Когда исследуемый предмет очень многосложен, то для удобства исследования полезно делить его на части; потому физиология разделяет многосложный процесс, происходящий в живом человеческом организме, на несколько частей, из которых самые заметные: дыхание, питание, кровообращение, движение, ощущение; подобно всякому другому химическому процессу, вся эта система явлений имеет возникновение, возрастание, ослабление и конец. Поэтому физиология рассматривает, будто бы особые предметы, процессы дыхания, питания, кровообращения, движения, ощущения и т. д., зачатия, или оплодотворения, роста, дряхления и смерти. Но тут опять надобно помнить, что эти разные периоды процесса и разные стороны его разделяются только теориею, чтобы облегчить теоретический анализ, а в действительности составляют одно неразрывное целое.

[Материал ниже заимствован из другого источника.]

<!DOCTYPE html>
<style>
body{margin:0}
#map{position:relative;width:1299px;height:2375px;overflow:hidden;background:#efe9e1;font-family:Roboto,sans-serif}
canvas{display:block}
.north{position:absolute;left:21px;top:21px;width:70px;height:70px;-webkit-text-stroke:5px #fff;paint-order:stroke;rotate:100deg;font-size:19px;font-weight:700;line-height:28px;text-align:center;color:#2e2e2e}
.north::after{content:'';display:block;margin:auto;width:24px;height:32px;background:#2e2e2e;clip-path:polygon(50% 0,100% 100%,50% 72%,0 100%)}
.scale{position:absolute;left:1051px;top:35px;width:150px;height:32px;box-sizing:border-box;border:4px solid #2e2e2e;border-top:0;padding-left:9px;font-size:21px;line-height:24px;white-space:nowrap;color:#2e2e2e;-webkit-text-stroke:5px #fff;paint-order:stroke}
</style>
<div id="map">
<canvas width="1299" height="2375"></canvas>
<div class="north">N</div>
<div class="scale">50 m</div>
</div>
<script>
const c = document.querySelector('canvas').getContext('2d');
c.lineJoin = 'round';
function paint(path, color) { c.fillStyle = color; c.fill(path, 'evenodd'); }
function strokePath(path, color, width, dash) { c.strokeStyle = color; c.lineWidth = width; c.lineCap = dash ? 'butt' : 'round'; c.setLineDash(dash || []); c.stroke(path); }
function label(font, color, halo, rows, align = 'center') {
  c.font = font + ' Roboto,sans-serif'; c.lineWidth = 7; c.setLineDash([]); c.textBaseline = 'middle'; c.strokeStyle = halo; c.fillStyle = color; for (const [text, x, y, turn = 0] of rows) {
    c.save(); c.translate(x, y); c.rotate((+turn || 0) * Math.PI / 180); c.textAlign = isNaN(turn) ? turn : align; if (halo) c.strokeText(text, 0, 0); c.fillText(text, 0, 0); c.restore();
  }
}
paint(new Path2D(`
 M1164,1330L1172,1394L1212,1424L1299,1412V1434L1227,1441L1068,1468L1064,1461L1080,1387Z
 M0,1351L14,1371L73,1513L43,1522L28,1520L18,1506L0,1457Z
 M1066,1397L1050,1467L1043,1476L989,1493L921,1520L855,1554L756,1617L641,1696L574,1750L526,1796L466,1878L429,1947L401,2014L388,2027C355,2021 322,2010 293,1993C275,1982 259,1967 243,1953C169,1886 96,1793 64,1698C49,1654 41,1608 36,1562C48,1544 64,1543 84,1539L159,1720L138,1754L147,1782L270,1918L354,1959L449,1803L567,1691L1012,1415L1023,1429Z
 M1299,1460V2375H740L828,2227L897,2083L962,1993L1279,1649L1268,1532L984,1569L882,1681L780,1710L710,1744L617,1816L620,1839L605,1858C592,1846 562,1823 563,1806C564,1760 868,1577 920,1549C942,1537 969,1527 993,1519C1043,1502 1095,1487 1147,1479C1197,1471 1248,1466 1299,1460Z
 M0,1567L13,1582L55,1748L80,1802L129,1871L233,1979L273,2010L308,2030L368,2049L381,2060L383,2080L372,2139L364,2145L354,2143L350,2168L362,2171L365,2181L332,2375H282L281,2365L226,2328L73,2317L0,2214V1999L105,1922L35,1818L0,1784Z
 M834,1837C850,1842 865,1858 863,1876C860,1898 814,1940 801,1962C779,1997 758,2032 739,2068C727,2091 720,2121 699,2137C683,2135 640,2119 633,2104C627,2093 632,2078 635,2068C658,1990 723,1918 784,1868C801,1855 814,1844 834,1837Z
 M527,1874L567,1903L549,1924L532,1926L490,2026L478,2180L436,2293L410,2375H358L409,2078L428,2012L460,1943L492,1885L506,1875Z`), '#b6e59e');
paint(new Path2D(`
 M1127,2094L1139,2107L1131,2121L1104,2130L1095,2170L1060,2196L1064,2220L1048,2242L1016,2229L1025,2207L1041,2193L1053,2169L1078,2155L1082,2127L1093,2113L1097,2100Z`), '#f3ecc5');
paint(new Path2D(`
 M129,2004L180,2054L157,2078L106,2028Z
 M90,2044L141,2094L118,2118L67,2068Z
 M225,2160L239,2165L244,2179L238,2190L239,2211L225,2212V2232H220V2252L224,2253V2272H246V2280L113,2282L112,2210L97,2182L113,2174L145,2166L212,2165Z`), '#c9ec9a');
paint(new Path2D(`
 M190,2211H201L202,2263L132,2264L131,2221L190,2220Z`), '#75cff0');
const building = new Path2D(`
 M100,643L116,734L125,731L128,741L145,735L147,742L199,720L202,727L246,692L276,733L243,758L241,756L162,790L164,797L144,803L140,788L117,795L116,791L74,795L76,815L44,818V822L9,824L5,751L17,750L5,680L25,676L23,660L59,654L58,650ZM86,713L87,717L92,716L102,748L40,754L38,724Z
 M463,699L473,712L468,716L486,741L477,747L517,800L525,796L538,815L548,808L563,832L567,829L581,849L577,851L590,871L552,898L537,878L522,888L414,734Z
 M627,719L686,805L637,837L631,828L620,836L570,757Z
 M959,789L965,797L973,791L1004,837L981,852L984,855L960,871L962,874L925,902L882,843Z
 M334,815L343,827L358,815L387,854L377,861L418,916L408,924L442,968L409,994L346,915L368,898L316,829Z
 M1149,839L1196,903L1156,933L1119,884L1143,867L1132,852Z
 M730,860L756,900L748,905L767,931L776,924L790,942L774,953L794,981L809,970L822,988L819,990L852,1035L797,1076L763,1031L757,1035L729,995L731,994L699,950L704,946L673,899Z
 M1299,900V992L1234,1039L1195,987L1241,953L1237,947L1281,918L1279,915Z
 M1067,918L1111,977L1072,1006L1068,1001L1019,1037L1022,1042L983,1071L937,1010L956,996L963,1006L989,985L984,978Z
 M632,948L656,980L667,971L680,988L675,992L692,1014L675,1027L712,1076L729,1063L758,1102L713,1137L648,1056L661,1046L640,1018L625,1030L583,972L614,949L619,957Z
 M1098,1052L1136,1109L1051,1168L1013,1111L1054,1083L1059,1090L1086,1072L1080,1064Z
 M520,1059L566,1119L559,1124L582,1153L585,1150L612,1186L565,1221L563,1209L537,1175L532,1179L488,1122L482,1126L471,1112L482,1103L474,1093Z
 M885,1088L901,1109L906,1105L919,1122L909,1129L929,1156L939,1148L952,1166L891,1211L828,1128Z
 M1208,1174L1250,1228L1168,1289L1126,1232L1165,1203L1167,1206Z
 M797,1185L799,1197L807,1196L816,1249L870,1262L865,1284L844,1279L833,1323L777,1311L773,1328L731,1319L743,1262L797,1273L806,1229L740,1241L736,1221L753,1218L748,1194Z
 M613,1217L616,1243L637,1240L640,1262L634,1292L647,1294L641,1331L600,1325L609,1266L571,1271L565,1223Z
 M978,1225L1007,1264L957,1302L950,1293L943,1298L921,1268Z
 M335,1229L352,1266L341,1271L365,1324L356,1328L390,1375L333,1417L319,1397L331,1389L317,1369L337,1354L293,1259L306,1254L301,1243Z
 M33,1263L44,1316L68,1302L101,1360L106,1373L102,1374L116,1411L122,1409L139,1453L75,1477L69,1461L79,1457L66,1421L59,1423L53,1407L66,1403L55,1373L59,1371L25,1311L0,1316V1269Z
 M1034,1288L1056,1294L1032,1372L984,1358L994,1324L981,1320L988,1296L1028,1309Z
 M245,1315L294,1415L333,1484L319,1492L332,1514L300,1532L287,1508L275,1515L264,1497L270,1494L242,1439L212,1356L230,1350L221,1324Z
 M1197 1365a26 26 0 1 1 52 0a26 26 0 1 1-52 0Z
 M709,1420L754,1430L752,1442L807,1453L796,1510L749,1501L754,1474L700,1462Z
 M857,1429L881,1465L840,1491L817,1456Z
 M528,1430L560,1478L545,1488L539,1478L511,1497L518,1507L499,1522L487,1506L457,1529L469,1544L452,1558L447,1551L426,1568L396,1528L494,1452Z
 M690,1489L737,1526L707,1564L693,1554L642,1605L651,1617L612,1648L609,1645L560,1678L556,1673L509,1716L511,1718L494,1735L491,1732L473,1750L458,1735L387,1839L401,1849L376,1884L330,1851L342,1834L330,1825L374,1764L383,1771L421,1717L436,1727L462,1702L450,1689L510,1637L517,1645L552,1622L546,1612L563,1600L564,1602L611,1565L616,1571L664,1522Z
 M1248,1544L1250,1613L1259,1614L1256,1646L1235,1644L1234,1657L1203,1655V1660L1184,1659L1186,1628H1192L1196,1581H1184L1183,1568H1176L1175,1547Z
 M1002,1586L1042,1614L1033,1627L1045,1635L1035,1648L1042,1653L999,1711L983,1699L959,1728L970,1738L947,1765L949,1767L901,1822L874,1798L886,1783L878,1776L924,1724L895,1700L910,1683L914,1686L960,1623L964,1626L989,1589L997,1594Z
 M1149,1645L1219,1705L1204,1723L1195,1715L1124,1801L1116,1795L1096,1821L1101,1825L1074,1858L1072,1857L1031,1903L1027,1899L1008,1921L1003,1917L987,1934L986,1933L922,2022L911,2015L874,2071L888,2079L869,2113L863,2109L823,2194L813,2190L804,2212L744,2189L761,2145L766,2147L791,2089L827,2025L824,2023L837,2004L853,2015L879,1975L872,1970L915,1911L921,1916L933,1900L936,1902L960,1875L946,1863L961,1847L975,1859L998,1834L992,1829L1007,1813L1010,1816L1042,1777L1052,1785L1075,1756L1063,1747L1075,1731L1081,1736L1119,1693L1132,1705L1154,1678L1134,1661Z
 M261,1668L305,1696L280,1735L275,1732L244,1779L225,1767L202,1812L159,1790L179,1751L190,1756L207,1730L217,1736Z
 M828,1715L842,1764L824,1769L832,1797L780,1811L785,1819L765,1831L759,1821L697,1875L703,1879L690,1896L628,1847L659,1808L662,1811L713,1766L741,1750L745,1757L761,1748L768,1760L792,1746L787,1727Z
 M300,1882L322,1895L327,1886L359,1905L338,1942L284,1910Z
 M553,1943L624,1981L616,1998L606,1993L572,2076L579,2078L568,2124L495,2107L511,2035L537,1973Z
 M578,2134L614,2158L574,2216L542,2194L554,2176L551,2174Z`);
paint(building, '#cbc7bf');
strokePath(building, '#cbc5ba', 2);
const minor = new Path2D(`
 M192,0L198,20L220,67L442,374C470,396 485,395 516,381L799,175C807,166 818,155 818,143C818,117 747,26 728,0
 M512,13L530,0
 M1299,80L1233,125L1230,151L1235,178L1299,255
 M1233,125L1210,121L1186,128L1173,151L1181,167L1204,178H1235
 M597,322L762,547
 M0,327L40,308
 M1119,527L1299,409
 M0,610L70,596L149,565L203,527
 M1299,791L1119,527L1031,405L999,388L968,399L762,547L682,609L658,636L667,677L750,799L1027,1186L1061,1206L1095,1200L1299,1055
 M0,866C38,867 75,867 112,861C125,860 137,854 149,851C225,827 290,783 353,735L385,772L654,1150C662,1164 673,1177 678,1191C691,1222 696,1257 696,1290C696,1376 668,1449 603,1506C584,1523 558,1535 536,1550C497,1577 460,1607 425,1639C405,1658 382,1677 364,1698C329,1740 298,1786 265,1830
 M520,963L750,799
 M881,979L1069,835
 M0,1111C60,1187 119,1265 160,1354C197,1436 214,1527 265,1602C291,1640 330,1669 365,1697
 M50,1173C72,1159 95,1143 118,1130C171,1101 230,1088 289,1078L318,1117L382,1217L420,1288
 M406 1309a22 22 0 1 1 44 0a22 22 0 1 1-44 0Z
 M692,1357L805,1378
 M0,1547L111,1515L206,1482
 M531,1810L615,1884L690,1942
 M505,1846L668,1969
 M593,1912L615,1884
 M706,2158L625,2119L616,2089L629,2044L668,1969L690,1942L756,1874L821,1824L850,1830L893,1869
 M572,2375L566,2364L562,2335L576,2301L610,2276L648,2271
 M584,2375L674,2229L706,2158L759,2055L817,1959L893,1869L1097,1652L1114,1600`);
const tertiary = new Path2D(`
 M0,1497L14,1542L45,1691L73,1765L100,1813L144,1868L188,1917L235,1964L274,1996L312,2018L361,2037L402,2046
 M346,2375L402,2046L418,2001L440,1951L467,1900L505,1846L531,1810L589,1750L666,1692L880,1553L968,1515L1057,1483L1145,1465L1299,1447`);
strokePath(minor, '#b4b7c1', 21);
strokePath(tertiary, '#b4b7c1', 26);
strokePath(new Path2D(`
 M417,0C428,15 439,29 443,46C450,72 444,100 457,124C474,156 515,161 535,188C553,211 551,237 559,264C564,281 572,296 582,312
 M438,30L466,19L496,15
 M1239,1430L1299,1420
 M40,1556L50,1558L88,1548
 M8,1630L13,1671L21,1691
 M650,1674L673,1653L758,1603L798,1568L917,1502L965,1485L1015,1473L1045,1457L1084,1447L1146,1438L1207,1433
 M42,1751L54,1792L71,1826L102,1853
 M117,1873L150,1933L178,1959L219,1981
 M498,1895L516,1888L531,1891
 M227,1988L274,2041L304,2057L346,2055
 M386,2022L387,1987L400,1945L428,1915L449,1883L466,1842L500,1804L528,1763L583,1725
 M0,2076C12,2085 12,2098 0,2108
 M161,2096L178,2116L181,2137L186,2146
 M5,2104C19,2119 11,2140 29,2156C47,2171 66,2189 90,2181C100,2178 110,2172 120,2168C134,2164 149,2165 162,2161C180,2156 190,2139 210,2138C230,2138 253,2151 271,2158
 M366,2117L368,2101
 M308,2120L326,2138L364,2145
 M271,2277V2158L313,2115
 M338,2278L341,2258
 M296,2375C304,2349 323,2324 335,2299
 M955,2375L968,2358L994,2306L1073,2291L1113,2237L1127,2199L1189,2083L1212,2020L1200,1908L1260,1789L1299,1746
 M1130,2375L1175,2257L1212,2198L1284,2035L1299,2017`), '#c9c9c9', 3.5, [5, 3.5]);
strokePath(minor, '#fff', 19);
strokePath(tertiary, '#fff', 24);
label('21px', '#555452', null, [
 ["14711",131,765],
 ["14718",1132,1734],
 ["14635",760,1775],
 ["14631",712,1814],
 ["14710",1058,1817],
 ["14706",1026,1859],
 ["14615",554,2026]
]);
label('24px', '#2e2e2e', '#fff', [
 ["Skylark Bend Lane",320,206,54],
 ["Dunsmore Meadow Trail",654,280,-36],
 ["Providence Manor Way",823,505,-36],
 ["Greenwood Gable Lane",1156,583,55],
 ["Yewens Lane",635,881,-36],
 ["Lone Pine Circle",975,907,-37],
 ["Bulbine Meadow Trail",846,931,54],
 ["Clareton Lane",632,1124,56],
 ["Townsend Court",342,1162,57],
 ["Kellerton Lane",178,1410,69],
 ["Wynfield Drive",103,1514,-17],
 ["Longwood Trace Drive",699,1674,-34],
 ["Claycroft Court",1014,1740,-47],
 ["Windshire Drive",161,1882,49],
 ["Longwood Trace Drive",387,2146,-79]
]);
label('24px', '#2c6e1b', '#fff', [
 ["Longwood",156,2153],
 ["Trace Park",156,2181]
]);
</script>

Так геометрия разлагает круг на окружность, радиусы и центр, но, в сущности, радиуса нет без центра и окружности, центра нет без радиуса и окружности, да и окружности нет без радиуса и центра, — эти три понятия, эти три части геометрического исследования о круге составляют все вместе одно целое. Некоторые, из частей физиологии разработаны уже очень хорошо; таковы, например, исследования процессов дыхания, питания, кровообращения, зачатия, роста и одряхления; процесс движения разъяснен еще не так подробно, а процесс ощущения — еще меньше; довольно странно может показаться, что так же мало исследован процесс нормальной смерти, происходящей не от каких-нибудь чрезвычайных случаев или специальных расстройств (болезни), а просто от истощения организма самым течением жизни. Но это потому, во-первых, что наблюдениям медиков и физиологов представляется не очень много случаев такой смерти: из тысячи человек разве один умирает ею, организм остальных преждевременно разрушается болезнями и гибельными внешними случаями; во-вторых, и на эти немногие случаи нормальной смерти ученые до сих пор не имели досуга обратить такое внимание, какое привлекают болезни и случаи насильственной смерти: силы науки по вопросу о разрушении организма до сих пор поглощаются приисканием средств к устранению преждевременной смерти.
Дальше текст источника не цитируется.